I have been contemplating such data type for years. I believe I have
assembled the most important parts, but I did not have time to
complete the whole thing.

The idea is that hte units of measurement can be treated as arithmetic
expressions. One can assign each of the few existing base units a
fixed position in a bit vector, parse the expression, then evaluate it
to obtain three things: scale factor, numerator and quotient, the
latter two being bit vectors.

So, if you assign the base units as

  'm'    => 1,
  'kg'   => 2,
  's'    => 4,
  'K'    => 8,
  'mol'  => 16,
  'A'    => 32,
  'cd'   => 64,

the unit, umol/min/mg, will be represented as 

(0.01667, 00010000,00000110). 

Such structure is compact enough to be stashed into an atomic type.
In fact, one needs more than just a plain bit vector to represent
exponents:

umol/min/ml => (0.01667, '00010000', '00000103') (because ml is a m^3)

Here I use the whole charater per bit for clarity, but one does not
need more than two or three bits -- you normally don't have kg^4 or
m^7 in your units.

I considered other alternatives, but none seemed as good as an atomic
type. I can bet you will see performance problems and indexing
nightmare with non-atomic solutions well before you hit the space
constraints with the atomic type. You are even likely to see the space
problems with the non-atomic storage: pointers can easily cost more
than compacted units.

There are numerous benefits to the atomic type. The units can be
re-assembled on the output, the operators can be written to work on
non-normalized units and discard the incompatible ones, and the
chances that you screw up the unit integrity are none.

So, if that makes sense, I will be willing to funnel more energy into
this project, and I would aprreciate any co-operation.

In the meanwhile, you might want to check out what I have done so far.

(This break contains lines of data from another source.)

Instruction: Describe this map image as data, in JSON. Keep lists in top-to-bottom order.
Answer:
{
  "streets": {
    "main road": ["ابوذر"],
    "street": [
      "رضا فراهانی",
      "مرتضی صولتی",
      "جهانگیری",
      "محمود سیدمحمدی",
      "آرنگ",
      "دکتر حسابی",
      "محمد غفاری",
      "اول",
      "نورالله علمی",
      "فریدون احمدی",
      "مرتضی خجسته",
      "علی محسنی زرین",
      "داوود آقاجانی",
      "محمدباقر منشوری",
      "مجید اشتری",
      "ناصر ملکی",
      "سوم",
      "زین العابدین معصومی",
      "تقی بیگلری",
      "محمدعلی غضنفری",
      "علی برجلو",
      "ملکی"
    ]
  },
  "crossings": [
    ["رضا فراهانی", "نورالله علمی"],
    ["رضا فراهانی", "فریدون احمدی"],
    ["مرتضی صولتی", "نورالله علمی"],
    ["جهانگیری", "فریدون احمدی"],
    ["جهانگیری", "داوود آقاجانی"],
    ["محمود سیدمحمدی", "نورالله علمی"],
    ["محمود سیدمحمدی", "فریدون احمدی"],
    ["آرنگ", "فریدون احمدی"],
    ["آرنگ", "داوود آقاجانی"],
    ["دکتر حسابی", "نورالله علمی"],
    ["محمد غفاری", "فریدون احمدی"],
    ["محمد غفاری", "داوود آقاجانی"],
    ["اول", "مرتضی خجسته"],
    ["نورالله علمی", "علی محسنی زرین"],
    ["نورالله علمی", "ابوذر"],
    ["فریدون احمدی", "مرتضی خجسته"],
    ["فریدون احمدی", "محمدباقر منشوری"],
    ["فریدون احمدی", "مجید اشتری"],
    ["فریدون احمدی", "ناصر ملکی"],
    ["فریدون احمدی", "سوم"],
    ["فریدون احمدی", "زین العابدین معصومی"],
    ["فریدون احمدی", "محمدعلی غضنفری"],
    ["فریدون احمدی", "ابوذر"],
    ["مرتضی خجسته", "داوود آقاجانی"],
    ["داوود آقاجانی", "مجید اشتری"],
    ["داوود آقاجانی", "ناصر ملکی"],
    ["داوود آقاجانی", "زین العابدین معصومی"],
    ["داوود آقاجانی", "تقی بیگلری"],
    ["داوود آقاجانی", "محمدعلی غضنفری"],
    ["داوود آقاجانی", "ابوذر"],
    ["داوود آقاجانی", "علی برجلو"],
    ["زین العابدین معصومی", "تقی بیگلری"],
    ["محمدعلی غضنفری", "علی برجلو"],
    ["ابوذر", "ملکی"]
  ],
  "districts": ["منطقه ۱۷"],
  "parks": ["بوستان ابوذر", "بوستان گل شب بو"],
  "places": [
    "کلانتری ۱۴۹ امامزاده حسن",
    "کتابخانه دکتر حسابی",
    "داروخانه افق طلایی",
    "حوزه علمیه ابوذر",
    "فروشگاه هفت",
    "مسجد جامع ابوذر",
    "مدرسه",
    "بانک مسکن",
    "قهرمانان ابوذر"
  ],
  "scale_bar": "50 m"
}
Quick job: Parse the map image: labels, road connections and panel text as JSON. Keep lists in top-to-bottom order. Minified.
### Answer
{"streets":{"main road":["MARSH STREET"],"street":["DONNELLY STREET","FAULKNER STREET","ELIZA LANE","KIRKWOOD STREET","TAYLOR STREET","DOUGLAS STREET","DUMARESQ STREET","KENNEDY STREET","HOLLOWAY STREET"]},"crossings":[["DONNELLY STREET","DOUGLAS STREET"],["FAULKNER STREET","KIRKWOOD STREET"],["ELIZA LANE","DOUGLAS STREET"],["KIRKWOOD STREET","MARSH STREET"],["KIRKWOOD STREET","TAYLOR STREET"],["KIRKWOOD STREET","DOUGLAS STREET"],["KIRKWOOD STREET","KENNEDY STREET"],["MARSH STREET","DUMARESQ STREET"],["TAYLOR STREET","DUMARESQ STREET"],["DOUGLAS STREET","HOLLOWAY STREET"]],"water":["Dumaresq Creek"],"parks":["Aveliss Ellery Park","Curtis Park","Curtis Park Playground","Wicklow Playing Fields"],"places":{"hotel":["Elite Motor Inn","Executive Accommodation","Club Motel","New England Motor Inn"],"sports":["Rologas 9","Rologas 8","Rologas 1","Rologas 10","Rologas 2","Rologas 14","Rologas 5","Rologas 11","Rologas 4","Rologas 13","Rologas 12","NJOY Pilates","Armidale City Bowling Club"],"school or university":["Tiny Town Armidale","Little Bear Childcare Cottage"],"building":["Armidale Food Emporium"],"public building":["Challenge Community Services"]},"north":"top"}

1. A perl parser for the units of measurement that computes units as
   algebraic expressions. I have done it in perl for the ease of
   prototyping, but it is flex- and bison-generated and can be ported
   to c and included into the data type.

   Get it from
   http://wit.mcs.anl.gov/~selkovjr/Unit.tgz

   This is a regular perl extension; do a 

	perl Makefile.PL; make; make install

   type of thing, but first you need to build and install my version of
   bison, http://wit.mcs.anl.gov/~selkovjr/camel-1.24.tar.gz

   There is a demo script that you can run as follows

        perl browse.pl units

2. The postgres extension, seg, to which I was planning to add the
   units of measurement. It has its own use already, and it
   exemplifies the use of the yacc parser in an extension.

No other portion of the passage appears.